About Joan Murray
Joan Murray is a (mostly narrative) poet who’s published prize-winning books with Wesleyan, Beacon, White Pine and Norton. Her favorite is Queen of the Mist, a first-person novel in verse about the first person to go over Niagara in a barrel. Her poems have been in The New Yorker and The Atlantic and lots of wonderful smaller journals; her new fiction will be in River Styx, her non-fiction in Alaska Quarterly Review. A two-time NEA Fellowship winner, she’s been Poet in Residence at the New York State Writers Institute, and is editor of the Poems to Live By anthologies and The Pushcart Book of Poetry.
A Profile of the Author
Notes on "To Appreciate Squires"
In writing poems, I’m usually trying to understand something, rather than tell what I already know—which happened in my squirrel poem. The “dramatic situation” was a walk I took with a poet named Eric Gamalinda when we were at the MacDowell colony in New Hampshire. We were newly arrived (Eric from the Philippines, I from New York) and we didn’t know each other. But Blake Tewksbury, MacDowell’s groundsman-gardener, lunch-basket deliverer, and unobtrusive shaman, recognized some spiritual dimension in us both and invited us to dinner at his house in town.
As Eric and I were headed there, down a long steep road, an epiphany ran across my path—in the form of a squirrel. My consciousness, with its received opinions, barely took in the squirrel and swatted it away. But Eric regarded it with open eyes and allowed himself to be amazed. Which allowed me to pause and be amazed too.
The next day as I wrote the poem, I was riffing along as I usually do, when up popped my ur-squirrel—the one who came into my bedroom when I was very small. And up popped my mother across the room. And there I was, stretched out in wonder, until my mother started feeding me her negativity. I had pictured that scene often, but never grasped its meaning, until I started writing about Eric’s ur-squirrel: “as if we were in Eden and it had no name.” In most of my poems, I’ll spontaneously make connections like that. Things that strike sparks to reveal things. What a gift—to suddenly break free from an old prejudice.
Music, Food, Booze, Tattoos, Kittens, etc.
I want to say I’m a connoisseur of ambient electronica, saffron dishes and stirred martinis, who sported a lizard tattoo and rescued a baby raccoon. But here’s the more complete truth: At night, I listen to ambient sounds on PRX’s Echoes, but when I’m walking, driving, or at the gym, my sounds are Bach, Santana, and Yellowman. And while I’ve made saffron risotto a few times, the food of my native land is junk food. My go-to’s are Cheez-its, Fritos, and Snickers. For real meals, I favor vegetarian. Every evening after a mile-long walk (where I sometimes see eagles), my husband makes me a gin-and-tonic so I can sit on the side porch watching hummingbirds until it gets cold. As for martinis, I’ve gotten smashed on Cosmos a couple of times with a couple of friends singing show tunes.
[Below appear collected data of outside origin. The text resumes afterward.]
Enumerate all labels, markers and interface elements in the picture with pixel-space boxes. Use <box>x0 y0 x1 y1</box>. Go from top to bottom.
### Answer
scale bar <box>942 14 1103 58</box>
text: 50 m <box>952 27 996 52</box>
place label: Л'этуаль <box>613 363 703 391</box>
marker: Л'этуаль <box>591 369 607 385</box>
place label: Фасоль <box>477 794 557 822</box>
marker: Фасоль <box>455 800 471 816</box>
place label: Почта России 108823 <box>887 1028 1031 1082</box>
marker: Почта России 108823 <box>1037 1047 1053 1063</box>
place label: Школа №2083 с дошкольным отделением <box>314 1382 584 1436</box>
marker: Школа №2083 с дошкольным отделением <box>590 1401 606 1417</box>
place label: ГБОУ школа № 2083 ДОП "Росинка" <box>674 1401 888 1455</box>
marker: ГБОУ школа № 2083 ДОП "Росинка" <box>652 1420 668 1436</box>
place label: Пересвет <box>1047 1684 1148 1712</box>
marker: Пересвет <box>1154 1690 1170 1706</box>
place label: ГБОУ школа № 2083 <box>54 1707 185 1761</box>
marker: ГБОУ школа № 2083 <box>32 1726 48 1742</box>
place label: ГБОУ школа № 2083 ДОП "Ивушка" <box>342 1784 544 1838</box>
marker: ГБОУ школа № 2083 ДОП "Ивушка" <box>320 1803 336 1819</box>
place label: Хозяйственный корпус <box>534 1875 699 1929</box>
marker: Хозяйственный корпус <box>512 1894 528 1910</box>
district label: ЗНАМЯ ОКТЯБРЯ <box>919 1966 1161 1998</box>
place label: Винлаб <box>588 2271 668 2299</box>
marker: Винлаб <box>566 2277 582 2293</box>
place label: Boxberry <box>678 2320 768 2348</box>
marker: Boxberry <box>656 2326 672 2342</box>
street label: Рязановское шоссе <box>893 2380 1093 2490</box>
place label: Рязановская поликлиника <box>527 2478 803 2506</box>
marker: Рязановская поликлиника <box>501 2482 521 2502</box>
Once at Yaddo, I had a lizard around my bicep, until an artist told me she was envious, and I scraped it off. Back in the Bronx, we had raccoons on our balcony, and recently in the country, I rescued a baby one—long enough so a professional could collect it. But my major animal relationships have been feline. When we bought our rambling, crumbling house, it begged for cats, so I adopted two. The sign in the Country Store said “they like to curl up in your lap when you read” (it wasn’t true). A third came along that December when we had cat food and compassion. The fourth appeared with a broken hip, a missing eye, and two kittens inside. Time went by, and then there were none. Please don’t send kittens; Snickers will do.